### TASK OBJECTIVE
The lines you return should be those containing the string "linecap", taken from the data below.

### AVAILABLE DATA
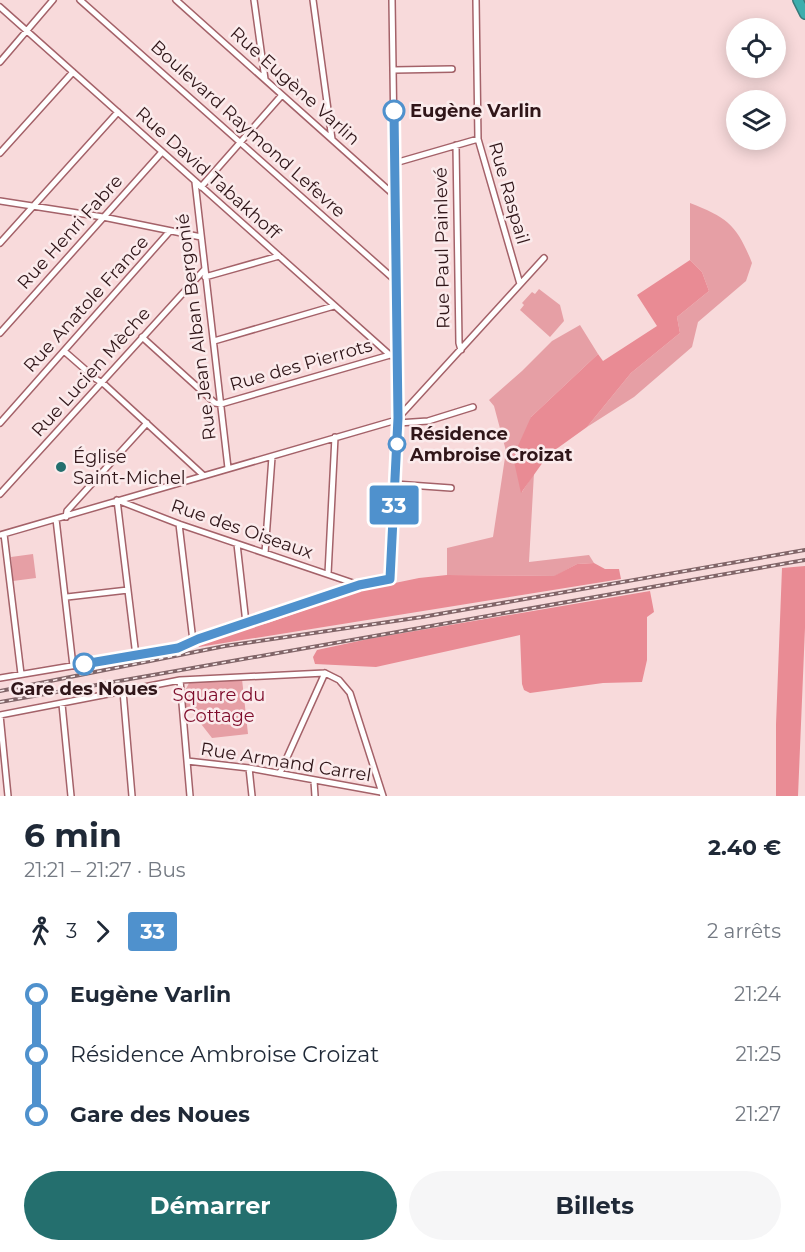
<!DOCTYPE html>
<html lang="fr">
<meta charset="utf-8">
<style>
body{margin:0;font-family:Montserrat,sans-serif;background:#f6f6f7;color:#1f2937;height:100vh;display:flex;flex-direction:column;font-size:22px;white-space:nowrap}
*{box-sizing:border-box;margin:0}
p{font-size:20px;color:#747a83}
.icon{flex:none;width:33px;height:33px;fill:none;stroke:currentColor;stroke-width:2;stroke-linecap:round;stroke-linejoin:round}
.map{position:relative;height:796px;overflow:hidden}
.details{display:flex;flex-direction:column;background:#fff;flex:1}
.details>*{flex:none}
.badge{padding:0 12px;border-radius:4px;font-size:21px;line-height:39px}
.controls{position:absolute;left:726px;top:18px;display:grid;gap:12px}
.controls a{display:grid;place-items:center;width:60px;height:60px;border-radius:50%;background:#fff;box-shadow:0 3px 15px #0003;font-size:30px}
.map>.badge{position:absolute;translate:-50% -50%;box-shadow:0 0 0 3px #fff}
.legs{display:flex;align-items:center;gap:9px;height:66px;padding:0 24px;font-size:20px}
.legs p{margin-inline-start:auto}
.summary{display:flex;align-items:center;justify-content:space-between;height:102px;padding:0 24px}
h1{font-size:33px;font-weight:700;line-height:45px}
.button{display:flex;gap:12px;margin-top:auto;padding:12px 24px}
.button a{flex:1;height:69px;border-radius:36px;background:#246f6e;color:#fff;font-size:24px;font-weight:700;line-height:69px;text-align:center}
.button a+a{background:#f6f6f7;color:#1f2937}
ul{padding:0 24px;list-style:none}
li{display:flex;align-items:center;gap:21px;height:60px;font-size:22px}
li i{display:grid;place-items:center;width:9px;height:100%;margin:0 8px;background:currentColor}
li i::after{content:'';width:15px;height:15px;margin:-8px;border:4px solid;border-radius:50%;background:#fff}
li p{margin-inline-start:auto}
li:first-child i{background:linear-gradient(#0000 50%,currentColor 0)}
li:last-child i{background:linear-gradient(currentColor 50%,#0000 0)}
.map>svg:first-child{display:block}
.green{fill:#e69fa5}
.forest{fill:#e98b94}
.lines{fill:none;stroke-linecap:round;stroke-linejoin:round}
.street-casing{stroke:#a46269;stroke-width:8}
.highway-casing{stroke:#387979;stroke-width:12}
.street{stroke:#fff;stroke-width:5}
.highway{stroke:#3daead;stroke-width:9}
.rail-casing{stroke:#816568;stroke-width:4}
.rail{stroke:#fbebec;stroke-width:1.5;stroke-dasharray:4.5;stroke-linecap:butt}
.line-1-casing{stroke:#fff;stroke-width:14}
.line-1{stroke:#4f91cd;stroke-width:9}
.stop-1-dot{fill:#fff;stroke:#4f91cd;stroke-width:3}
.poi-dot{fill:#246f6e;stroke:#fbebec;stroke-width:2}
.labels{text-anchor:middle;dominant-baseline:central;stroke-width:5;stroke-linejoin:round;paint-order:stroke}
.street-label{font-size:18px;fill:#301619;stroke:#fbebec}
.stop-label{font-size:18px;font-weight:bold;fill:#301619;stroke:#fbebec;text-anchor:start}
.poi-label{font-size:18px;fill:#301619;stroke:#fbebec;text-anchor:start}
.park-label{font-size:18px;fill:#7e0c2b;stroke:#fbebec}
</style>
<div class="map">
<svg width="805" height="796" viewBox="0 0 805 796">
<rect width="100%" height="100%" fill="#f8dadb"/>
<!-- green -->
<path class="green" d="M 690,203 C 728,218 737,225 752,263 L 746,281 L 698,322 L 692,347 L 634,397 L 587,427 L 631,373 L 680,333 L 677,317 L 709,291 L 702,272 L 690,260 Z
M 539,289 L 560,305 L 564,321 L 550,337 L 520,310 L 524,305 L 522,303 L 532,292 L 535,294 Z
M 580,325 L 598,354 L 531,417 L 522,492 L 534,473 L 529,562 L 589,555 L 594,563 L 577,564 L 555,576 L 447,575 L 447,548 L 493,537 L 506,451 L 494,406 L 489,400 L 522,371 L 552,341 Z
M 33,554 L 36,578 L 13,581 L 11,557 Z
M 242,679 L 248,734 L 212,738 L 191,711 L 186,712 L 185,691 L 190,681 Z"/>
<!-- forest -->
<path class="forest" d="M 690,260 L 702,272 L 709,291 L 677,317 L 680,333 L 631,373 L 587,427 L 548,455 L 521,493 L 513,457 L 531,417 L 598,354 L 603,361 L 657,326 L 637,295 Z
M 594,563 L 605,569 L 619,569 L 621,579 L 199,647 L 196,643 L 197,641 L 268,623 L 361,590 L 419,578 L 447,575 L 554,576 L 577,564 Z
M 805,566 L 805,628 L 798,796 L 776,796 L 776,724 L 782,568 Z
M 650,591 L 654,612 L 647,617 L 647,660 L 642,682 L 603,683 L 530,693 L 524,690 L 522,684 L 520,635 L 376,667 L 315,664 L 313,657 L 317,650 L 368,639 Z"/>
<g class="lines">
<defs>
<path id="street" d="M 80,0 L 396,281
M 176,0 L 394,195
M 254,0 L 265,79
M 313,0 L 332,139
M 476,0 L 478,139 L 520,284
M 0,7 L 390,355 L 397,358
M 0,62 L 53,0
M 394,70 L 452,69
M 456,145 L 459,343 L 461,350
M 0,153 L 73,72
M 395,163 L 478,139
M 195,182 L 228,468
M 201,187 L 282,95
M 0,201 L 103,217 L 201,237
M 0,243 L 118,112
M 205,277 L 279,256
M 0,333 L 162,152
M 142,337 L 215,403 L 221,404 L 390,355
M 214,341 L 334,306
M 64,351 L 96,379 L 105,385 L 203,475
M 0,423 L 170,231
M 398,423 L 428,421 L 473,407
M 395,484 L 451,488
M 0,494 L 204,270
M 117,500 L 179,524 L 359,585
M 117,500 L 136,656
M 66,517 L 67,511 L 147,423
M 56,519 L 73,666
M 179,524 L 193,641
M 4,534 L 21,674
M 0,535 L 393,421 L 398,418 L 544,258
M 237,544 L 246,623
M 265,553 L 272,457
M 328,574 L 335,437
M 67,597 L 128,590
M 0,678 L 178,648 L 359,585 L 390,579 L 398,414 L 392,0
M 180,680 L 190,796
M 123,691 L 132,796
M 62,704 L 71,796
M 0,715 L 180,680 L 325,673 L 339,680 L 350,693 L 383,796
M 0,715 L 8,796
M 187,761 L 249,768 L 381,792
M 249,768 L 252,796
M 280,773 L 325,673
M 314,781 L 315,796"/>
<path id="highway" d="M 798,0 L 805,14"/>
</defs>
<!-- street casing -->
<use href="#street" class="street-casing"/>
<!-- highway casing -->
<use href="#highway" class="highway-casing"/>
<!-- street -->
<use href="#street" class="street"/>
<!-- highway -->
<use href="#highway" class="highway"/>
<defs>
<path id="rail" d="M 0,691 L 225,646 L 422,617 L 805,550
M 0,702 L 805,560"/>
</defs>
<!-- rail casing -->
<use href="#rail" class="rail-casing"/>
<!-- rail -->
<use href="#rail" class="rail"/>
</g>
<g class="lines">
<defs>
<path id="line-1" d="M 84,664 L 178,648 L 198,639 L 359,585 L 390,579 L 398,418 L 394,111"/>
</defs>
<!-- line-1 casing -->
<use href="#line-1" class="line-1-casing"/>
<!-- line-1 -->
<use href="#line-1" class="line-1"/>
</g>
<!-- markers -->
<g class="stop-1-dot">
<circle cx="394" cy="111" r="10"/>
<circle cx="397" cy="444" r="8"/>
<circle cx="84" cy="664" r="10"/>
</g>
<circle class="poi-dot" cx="61" cy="467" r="6"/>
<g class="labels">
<!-- street labels -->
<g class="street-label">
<text transform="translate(295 86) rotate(42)">Rue Eugène Varlin</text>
<text transform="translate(248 129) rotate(42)">Boulevard Raymond Lefevre</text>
<text transform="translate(208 173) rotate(42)">Rue David Tabakhoff</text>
<text transform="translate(509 193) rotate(74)">Rue Raspail</text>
<text transform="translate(70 232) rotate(-48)">Rue Henri Fabre</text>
<text transform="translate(442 248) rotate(-91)">Rue Paul Painlevé</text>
<text transform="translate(86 304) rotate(-48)">Rue Anatole France</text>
<text transform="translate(196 327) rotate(-97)">Rue Jean Alban Bergonié</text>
<text transform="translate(301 365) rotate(-16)">Rue des Pierrots</text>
<text transform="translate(91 372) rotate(-48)">Rue Lucien Mèche</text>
<text transform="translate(242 529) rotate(19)">Rue des Oiseaux</text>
<text transform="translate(286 762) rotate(9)">Rue Armand Carrel</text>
</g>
<!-- stop labels -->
<g class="stop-label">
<text x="410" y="111">Eugène Varlin</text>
<text x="410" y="434">Résidence<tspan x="410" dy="21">Ambroise Croizat</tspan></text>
<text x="84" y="689" text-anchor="middle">Gare des Noues</text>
</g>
<!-- poi labels -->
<g class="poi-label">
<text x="73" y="457">Église<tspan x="73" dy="21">Saint-Michel</tspan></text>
</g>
<!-- park labels -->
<g class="park-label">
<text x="219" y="695">Square du<tspan x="219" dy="21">Cottage</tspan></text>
</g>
</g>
</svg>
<div class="controls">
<a><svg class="icon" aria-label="locate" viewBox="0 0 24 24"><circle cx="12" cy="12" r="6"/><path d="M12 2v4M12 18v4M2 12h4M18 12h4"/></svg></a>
<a><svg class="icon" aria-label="layers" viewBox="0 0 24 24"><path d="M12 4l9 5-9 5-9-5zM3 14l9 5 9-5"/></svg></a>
</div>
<b class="badge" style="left:394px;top:505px;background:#4f91cd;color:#fff">33</b>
</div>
<section class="details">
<div class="summary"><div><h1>6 min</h1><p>21:21 – 21:27 · Bus</p></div><b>2.40 €</b></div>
<div class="legs"><svg class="icon" aria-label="walk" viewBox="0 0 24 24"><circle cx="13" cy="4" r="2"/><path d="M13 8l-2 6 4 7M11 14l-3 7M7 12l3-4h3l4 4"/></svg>3<svg class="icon" aria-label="forward" viewBox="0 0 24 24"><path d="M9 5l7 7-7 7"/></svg><b class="badge" style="background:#4f91cd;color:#fff">33</b><p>2 arrêts</p></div>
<ul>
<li><i style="color:#4f91cd"></i><b>Eugène Varlin</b><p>21:24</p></li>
<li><i style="color:#4f91cd"></i><span>Résidence Ambroise Croizat</span><p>21:25</p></li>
<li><i style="color:#4f91cd"></i><b>Gare des Noues</b><p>21:27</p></li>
</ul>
<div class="button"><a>Démarrer</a><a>Billets</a></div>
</section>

### RESPONSE TO THE TASK
.icon{flex:none;width:33px;height:33px;fill:none;stroke:currentColor;stroke-width:2;stroke-linecap:round;stroke-linejoin:round}
.lines{fill:none;stroke-linecap:round;stroke-linejoin:round}
.rail{stroke:#fbebec;stroke-width:1.5;stroke-dasharray:4.5;stroke-linecap:butt}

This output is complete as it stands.